自動化こぼれ話
山梨大学名誉教授 牧野 洋
パソコンを叩いている女房からときどきヘルプの声がかかる。
「ここはどうするの?」
「こうして、こうして、ちょいちょいと。」
まあ、いつもこう簡単にいくわけではないが、大体は簡単に解決する。
「何でそうなるの?」
「何でそうなるかというと、そうなるように決めてあるからなんだな。大体パソコンなんてものは、約束事の固まりなんだ。理屈なんてありゃしない。こうしたらこうなるという筋道を細かく決めてあるだけなんだ。
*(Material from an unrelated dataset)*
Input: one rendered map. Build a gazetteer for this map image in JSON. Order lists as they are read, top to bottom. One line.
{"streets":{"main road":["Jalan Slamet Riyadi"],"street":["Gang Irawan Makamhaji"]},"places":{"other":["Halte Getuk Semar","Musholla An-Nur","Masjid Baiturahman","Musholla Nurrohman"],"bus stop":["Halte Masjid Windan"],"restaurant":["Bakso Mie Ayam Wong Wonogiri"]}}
」
「コントロールとアルトとデリートと、3つのキーを同時に押すとウィンドウスが立ち上がるのだけれど、この3つを押すとウィンドウスになるということは想像がつかない。醤油と味噌と砂糖を同時に入れればどんな味になるかというのとは訳が違うのだ。」
「強いて言えば、この3つのキーは、猫がキーボードの上を歩いても同時には入らないように設定してある。けれども、この3つでなければならないという必然性はない。」
そんな訳で、パソコンに強くなるためには、こうした約束事を数多く知っていなければならないわけだ。
前東大総長の吉川弘之教授は、東大の中に人工物研究所というのをお作りなった。その理由を訊いたところ、彼はこう答えた。
「考えてみると、コンピュータにしても、工作機械にしても、みんな人間の作ったものなんだな。人類以前からあったものじゃないんだ。こうした人工物を研究するには、それなりの新しい方法があるんじゃないかと思って。」